* _RECORDS TO USE_:
▼

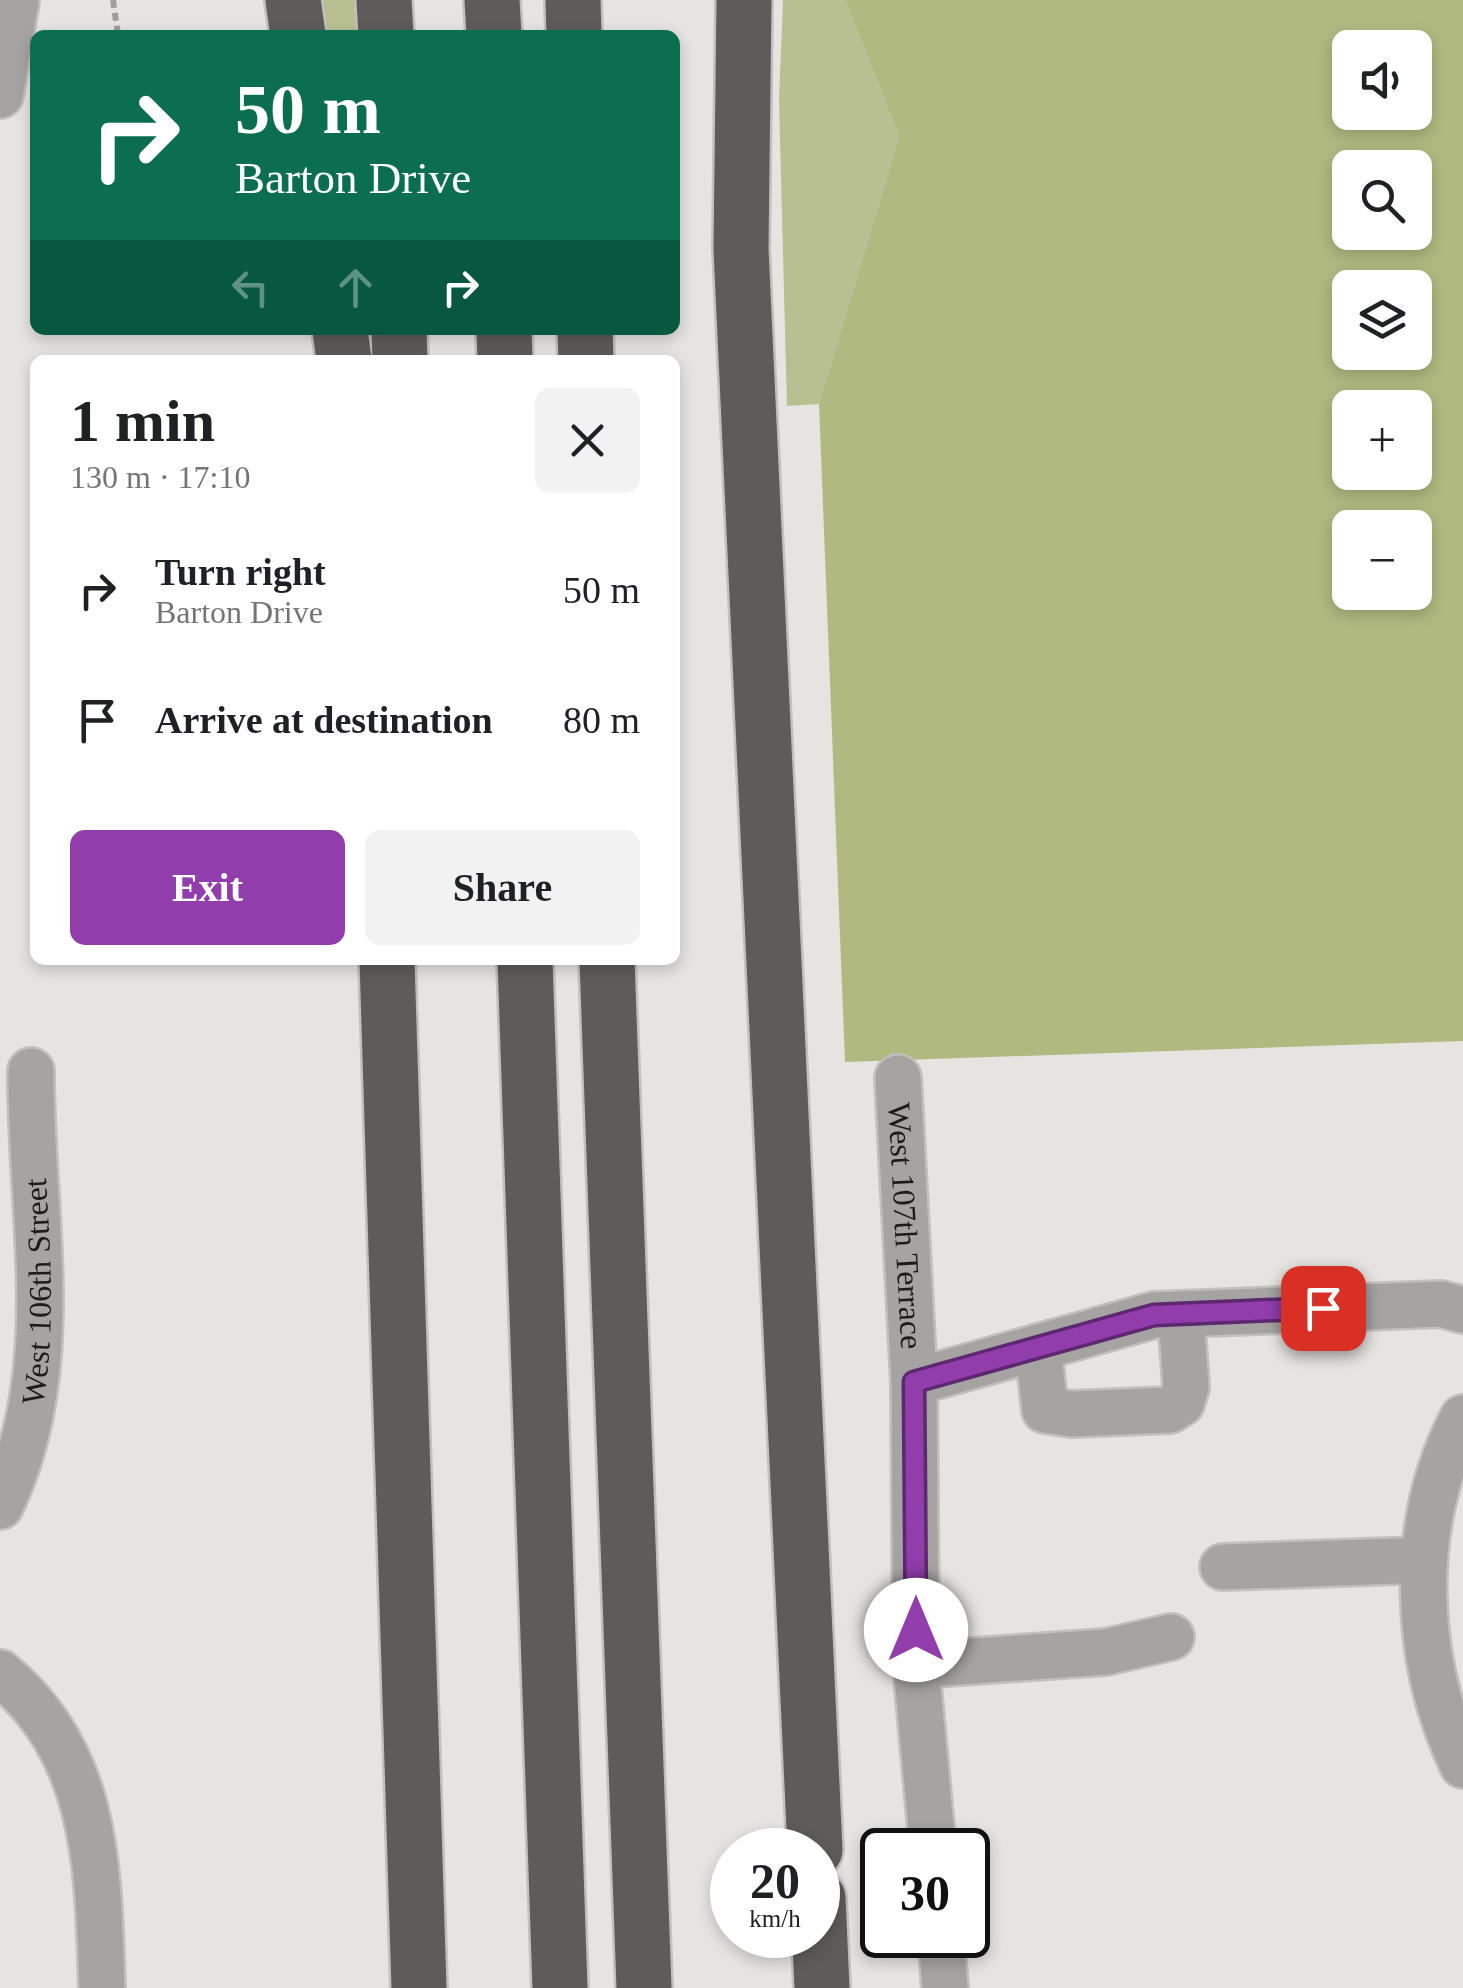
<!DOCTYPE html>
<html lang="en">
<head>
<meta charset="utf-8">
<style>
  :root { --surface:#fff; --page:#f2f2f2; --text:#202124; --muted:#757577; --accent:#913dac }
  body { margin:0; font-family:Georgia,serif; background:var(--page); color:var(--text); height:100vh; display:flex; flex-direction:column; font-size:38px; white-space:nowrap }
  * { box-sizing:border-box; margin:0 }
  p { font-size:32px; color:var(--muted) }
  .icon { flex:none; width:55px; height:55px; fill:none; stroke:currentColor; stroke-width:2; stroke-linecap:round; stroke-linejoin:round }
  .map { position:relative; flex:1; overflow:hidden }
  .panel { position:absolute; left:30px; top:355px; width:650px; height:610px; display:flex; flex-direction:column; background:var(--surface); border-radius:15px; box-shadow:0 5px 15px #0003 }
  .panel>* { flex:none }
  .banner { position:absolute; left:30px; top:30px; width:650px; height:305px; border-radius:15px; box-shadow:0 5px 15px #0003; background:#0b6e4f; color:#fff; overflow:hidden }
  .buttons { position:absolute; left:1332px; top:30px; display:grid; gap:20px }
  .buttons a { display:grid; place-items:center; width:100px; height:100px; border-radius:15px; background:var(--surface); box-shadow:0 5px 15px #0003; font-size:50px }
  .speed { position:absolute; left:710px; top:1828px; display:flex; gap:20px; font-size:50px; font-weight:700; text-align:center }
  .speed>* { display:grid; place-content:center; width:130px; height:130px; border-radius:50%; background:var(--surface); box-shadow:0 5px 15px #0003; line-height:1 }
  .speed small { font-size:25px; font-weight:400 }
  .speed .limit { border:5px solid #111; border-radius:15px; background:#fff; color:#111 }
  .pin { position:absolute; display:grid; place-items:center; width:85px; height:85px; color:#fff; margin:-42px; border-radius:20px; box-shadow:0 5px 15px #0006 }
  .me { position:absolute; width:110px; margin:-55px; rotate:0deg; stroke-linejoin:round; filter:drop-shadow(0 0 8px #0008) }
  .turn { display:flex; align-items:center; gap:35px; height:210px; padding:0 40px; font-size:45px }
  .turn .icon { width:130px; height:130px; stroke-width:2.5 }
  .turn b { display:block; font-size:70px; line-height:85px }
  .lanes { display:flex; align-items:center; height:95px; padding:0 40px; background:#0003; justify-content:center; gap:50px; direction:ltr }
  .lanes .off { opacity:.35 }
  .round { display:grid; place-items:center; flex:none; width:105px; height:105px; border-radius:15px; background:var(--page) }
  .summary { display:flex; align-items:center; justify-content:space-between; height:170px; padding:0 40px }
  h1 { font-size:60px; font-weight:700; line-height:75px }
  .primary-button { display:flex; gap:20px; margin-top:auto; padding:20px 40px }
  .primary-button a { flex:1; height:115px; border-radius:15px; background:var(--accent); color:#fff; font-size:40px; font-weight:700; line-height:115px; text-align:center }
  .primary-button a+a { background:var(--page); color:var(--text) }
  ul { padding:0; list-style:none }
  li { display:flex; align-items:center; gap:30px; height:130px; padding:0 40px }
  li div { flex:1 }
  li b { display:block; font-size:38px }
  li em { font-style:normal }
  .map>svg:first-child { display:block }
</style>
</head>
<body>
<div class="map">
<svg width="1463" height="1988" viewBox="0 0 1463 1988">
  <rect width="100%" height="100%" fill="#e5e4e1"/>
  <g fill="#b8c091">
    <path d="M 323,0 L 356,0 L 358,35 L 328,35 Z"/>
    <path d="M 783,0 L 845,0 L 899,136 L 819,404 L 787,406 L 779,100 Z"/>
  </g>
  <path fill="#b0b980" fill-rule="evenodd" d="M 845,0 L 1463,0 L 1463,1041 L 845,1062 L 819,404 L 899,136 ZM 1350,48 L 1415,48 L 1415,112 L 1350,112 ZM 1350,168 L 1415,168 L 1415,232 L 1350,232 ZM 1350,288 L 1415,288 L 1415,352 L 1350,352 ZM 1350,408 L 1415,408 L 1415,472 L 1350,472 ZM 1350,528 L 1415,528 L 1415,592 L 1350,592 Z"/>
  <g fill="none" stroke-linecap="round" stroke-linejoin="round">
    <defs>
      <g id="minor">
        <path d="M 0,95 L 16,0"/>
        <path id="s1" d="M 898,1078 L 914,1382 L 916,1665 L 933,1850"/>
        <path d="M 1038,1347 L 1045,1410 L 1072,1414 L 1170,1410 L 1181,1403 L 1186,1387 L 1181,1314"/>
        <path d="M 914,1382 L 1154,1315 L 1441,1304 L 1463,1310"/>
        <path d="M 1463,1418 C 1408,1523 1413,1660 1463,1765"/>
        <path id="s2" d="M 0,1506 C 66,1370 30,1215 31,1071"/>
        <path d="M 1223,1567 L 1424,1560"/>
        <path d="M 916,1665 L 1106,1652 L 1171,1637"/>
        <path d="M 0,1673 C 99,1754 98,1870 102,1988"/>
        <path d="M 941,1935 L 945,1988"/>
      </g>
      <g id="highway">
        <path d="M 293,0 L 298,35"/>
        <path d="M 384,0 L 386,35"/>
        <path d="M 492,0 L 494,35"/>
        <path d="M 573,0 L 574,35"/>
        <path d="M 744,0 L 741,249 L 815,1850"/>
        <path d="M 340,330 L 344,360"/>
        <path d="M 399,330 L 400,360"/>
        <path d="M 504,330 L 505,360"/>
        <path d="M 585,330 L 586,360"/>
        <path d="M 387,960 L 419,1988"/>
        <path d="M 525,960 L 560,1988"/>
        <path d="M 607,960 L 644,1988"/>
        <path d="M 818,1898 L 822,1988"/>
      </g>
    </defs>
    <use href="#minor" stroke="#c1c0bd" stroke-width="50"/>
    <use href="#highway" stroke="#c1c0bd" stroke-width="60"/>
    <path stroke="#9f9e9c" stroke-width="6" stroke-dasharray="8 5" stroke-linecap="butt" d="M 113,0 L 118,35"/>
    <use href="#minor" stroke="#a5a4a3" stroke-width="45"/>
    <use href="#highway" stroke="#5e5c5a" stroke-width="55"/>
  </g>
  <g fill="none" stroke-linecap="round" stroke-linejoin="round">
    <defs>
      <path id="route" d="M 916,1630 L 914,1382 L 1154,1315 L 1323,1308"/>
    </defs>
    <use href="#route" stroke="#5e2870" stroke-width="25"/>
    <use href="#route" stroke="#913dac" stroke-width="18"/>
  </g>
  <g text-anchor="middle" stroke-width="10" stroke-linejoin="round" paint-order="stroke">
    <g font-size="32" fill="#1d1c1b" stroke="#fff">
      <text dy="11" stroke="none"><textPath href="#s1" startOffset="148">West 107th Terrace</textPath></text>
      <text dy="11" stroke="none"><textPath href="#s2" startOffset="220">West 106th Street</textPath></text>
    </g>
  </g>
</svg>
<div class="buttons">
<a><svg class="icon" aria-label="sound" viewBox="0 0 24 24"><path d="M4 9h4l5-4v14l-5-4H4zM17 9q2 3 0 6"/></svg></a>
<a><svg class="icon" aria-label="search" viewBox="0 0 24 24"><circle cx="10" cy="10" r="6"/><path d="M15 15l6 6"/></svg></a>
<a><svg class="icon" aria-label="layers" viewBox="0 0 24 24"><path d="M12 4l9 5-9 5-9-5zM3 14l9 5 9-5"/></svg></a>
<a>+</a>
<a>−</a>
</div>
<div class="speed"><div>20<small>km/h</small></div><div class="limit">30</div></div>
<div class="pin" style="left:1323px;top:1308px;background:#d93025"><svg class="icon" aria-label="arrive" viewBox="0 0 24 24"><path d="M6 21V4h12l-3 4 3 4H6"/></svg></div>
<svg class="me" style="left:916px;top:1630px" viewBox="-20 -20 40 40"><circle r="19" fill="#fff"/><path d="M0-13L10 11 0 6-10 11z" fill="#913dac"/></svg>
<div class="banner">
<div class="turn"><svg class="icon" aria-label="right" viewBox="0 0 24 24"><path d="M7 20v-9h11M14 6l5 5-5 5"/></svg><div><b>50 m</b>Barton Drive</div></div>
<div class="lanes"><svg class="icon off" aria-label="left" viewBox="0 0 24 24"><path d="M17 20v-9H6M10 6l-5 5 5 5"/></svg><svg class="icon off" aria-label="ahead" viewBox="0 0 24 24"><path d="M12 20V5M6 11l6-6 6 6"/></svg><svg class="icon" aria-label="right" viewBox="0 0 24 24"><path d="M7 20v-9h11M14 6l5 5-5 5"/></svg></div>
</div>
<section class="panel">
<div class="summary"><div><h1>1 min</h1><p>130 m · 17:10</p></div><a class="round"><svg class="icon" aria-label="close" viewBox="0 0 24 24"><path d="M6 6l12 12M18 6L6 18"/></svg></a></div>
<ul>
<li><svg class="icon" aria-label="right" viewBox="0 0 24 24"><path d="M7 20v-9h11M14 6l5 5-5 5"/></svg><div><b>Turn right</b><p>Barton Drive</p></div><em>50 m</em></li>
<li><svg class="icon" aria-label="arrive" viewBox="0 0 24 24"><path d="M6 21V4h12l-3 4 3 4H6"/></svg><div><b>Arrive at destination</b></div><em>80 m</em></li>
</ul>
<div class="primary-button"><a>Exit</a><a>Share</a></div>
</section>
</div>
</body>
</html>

▲

* _PROBLEM DETAILS_:
The response must contain each line above that holds the string "column".

* _PROBLEM SOLUTION_:
  body { margin:0; font-family:Georgia,serif; background:var(--page); color:var(--text); height:100vh; display:flex; flex-direction:column; font-size:38px; white-space:nowrap }
  .panel { position:absolute; left:30px; top:355px; width:650px; height:610px; display:flex; flex-direction:column; background:var(--surface); border-radius:15px; box-shadow:0 5px 15px #0003 }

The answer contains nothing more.